*** Records supplied

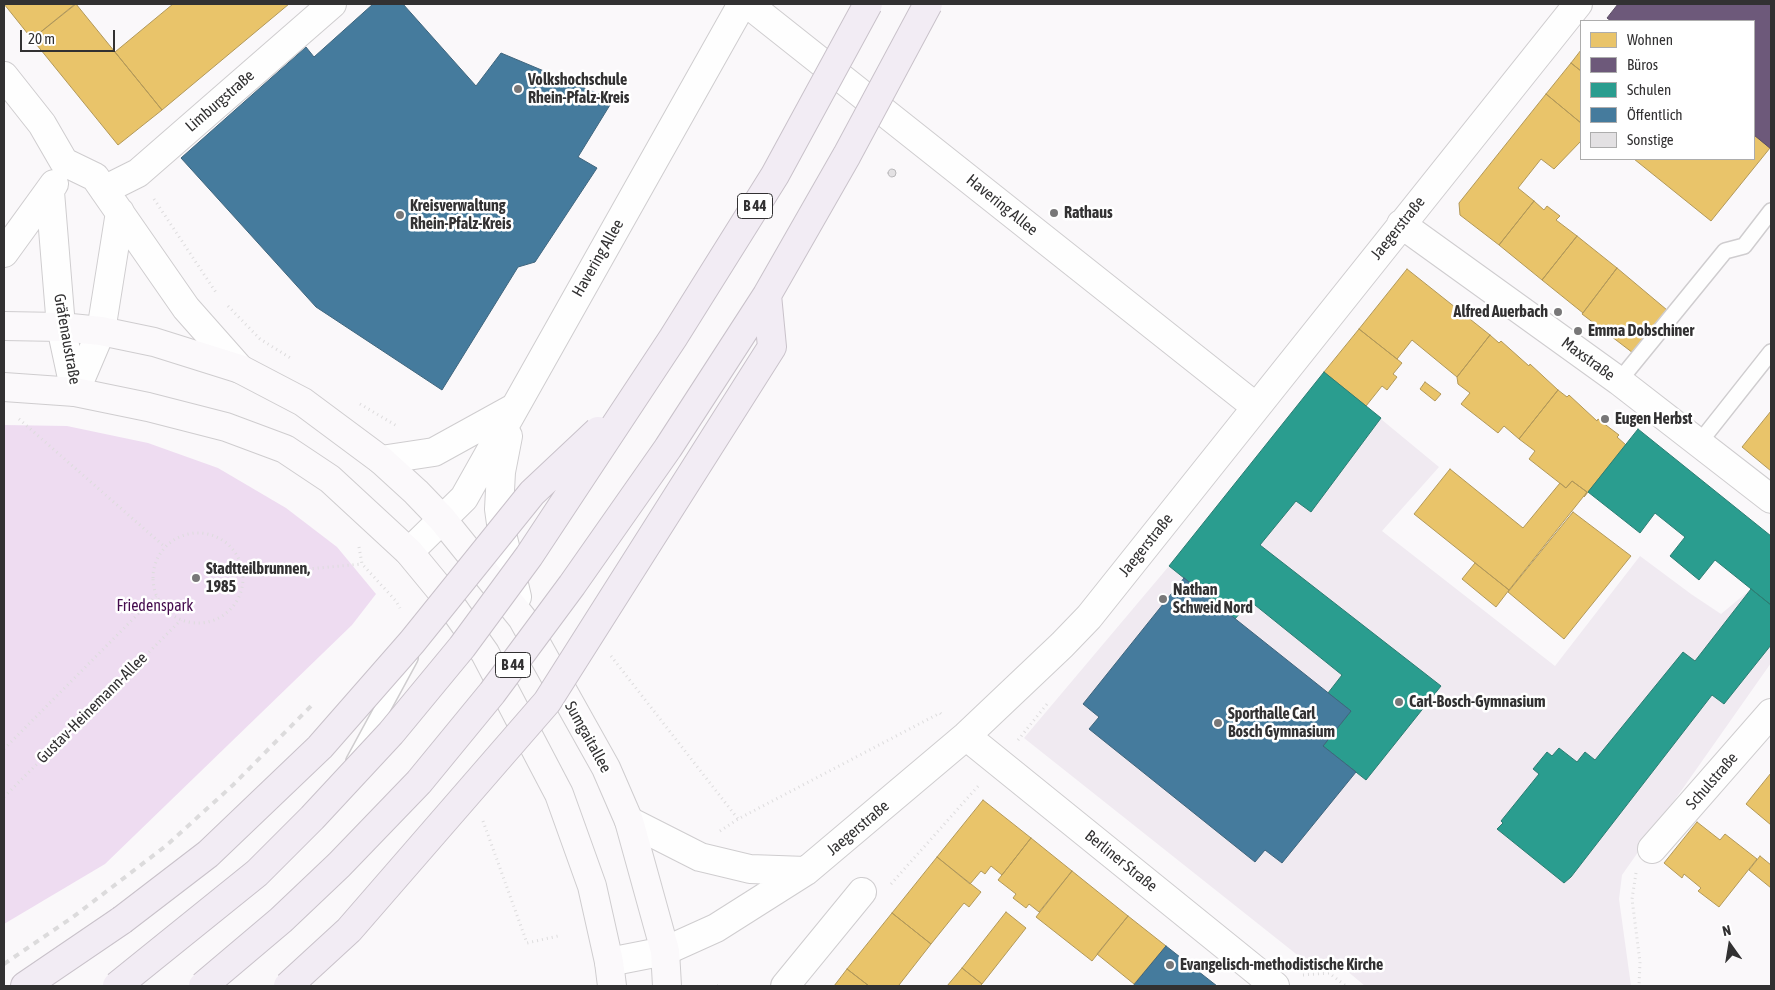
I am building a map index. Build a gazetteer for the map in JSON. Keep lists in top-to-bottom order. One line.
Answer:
{"streets":{"highway":["B 44"],"street":["Limburgstraße","Havering Allee","Jaegerstraße","Gräfenaustraße","Maxstraße","Sumgaitallee","Schulstraße","Berliner Straße"],"path":["Gustav-Heinemann-Allee"]},"crossings":[["Havering Allee","Jaegerstraße"],["Havering Allee","Sumgaitallee"],["Jaegerstraße","Maxstraße"],["Jaegerstraße","Sumgaitallee"],["Jaegerstraße","Berliner Straße"],["Gräfenaustraße","Sumgaitallee"]],"parks":["Friedenspark"],"places":["Volkshochschule Rhein-Pfalz-Kreis","Rathaus","Kreisverwaltung Rhein-Pfalz-Kreis","Alfred Auerbach","Emma Dobschiner","Eugen Herbst","Stadtteilbrunnen, 1985","Nathan Schweid Nord","Carl-Bosch-Gymnasium","Sporthalle Carl Bosch Gymnasium","Evangelisch-methodistische Kirche"],"legend":["Wohnen","Büros","Schulen","Öffentlich","Sonstige"],"scale_bar":"20 m","north":"top"}
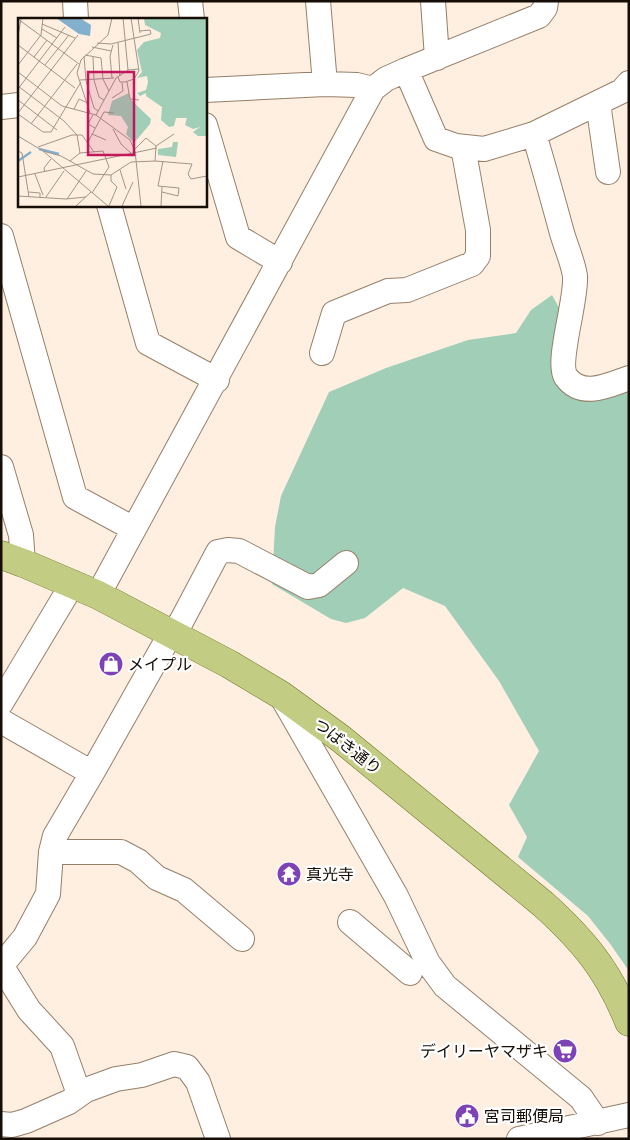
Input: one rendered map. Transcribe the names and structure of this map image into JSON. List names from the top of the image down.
{
  "streets": {
    "main road": ["つばき通り"]
  },
  "places": {
    "shop": ["メイプル"],
    "temple": ["真光寺"],
    "supermarket": ["デイリーヤマザキ"],
    "public building": ["宮司郵便局"]
  }
}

******

◆ **What you have to do**
Except for the pictures, give the data again word for word.

◆ **Written answer**
I am building a map index. Build a gazetteer for the map in JSON. Keep lists in top-to-bottom order. One line.
Answer:
{"streets":{"highway":["B 44"],"street":["Limburgstraße","Havering Allee","Jaegerstraße","Gräfenaustraße","Maxstraße","Sumgaitallee","Schulstraße","Berliner Straße"],"path":["Gustav-Heinemann-Allee"]},"crossings":[["Havering Allee","Jaegerstraße"],["Havering Allee","Sumgaitallee"],["Jaegerstraße","Maxstraße"],["Jaegerstraße","Sumgaitallee"],["Jaegerstraße","Berliner Straße"],["Gräfenaustraße","Sumgaitallee"]],"parks":["Friedenspark"],"places":["Volkshochschule Rhein-Pfalz-Kreis","Rathaus","Kreisverwaltung Rhein-Pfalz-Kreis","Alfred Auerbach","Emma Dobschiner","Eugen Herbst","Stadtteilbrunnen, 1985","Nathan Schweid Nord","Carl-Bosch-Gymnasium","Sporthalle Carl Bosch Gymnasium","Evangelisch-methodistische Kirche"],"legend":["Wohnen","Büros","Schulen","Öffentlich","Sonstige"],"scale_bar":"20 m","north":"top"}
Input: one rendered map. Transcribe the names and structure of this map image into JSON. List names from the top of the image down.
{
  "streets": {
    "main road": ["つばき通り"]
  },
  "places": {
    "shop": ["メイプル"],
    "temple": ["真光寺"],
    "supermarket": ["デイリーヤマザキ"],
    "public building": ["宮司郵便局"]
  }
}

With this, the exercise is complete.